Supported by an educational grant from Boehringer Ingelheim Pharmaceuticals, Inc, and Lilly USA, LLC
At least half of all people with diabetes die of cardiovascular disease (CVD), so providing care for patients with type 2 diabetes mellitus (T2DM) entails consideration of primary and possibly secondary prevention of cardiovascular (CV) conditions. CV risk factors such as obesity, hypertension, and lipid levels, in addition to the risk of hypoglycemia, must be considered when selecting antihyperglycemic therapy. Data from CV outcomes trials demonstrate beneficial CV-related health outcomes associated with some antihyperglycemic medications. Primary care clinicians are a key healthcare resource for most people with T2DM and need to be well informed on how these diabetes treatments affect glycemic control and other outcomes, including CV health.
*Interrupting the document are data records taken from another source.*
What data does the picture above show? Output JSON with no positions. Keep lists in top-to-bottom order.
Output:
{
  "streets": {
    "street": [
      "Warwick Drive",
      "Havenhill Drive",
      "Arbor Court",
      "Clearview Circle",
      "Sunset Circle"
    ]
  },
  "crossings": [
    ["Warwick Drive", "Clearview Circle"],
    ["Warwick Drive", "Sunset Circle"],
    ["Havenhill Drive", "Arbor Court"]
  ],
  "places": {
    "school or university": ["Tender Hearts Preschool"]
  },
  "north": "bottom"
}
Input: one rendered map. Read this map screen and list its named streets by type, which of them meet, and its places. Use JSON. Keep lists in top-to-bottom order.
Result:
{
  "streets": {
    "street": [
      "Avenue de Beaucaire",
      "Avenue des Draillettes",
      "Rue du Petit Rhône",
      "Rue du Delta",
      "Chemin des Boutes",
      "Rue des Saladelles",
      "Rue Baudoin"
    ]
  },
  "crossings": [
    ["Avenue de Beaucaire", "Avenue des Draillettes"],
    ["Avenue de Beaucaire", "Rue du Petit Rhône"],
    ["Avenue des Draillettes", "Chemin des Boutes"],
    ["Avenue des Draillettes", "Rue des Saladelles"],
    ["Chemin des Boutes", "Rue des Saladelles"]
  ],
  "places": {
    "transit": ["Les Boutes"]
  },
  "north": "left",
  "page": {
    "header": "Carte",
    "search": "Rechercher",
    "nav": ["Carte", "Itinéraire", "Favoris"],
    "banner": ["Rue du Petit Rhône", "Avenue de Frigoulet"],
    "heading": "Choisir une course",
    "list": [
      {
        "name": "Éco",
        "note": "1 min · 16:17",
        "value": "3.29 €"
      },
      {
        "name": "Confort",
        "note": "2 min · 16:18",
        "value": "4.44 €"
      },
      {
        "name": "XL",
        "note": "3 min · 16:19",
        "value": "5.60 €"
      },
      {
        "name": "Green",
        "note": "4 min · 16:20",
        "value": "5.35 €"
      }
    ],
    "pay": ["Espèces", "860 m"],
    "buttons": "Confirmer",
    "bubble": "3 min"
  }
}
Family physicians, nurse practitioners, physician assistants, and other primary care clinicians who provide care for patients with diabetes
At the conclusion of this activity, participants should be better able to:
Characterize the relationship between type 2 diabetes mellitus (T2DM) and its common comorbidities and complications, including cardiovascular (CV) disease
Assess current evidence related to antihyperglycemic medications and CV risk
Identify patients who may benefit from treatment plans that incorporate sodium glucose cotransporter-2 (SGLT-2) inhibitors to help achieve T2DM treatment targets and improve other health outcomes
Individualize T2DM treatment strategies with consideration for glycemic and nonglycemic parameters, such as weight, blood pressure, and other CV risk factors
Conflict Of Interest Disclosure Policy
In accordance with the ACCME Standards for Commercial Support, HME requires that individuals in a position to control the content of an educational activity disclose all relevant financial relationships with any commercial interest. HME resolves all conflicts of interest to ensure independence, objectivity, balance, and scientific rigor in all its educational programs.
Jeff Unger, MD, ABFM, FACE Director, Unger Primary Care Concierge Medical Group Rancho Cucamonga, CA Director, Catalina Research Institute Montclair, CA
Dr. Unger reports that he receives consulting fees from GlaxoSmithKline, MedImmune, and Sanofi. Dr. Unger also serves on the speakers’ bureau for Sanofi.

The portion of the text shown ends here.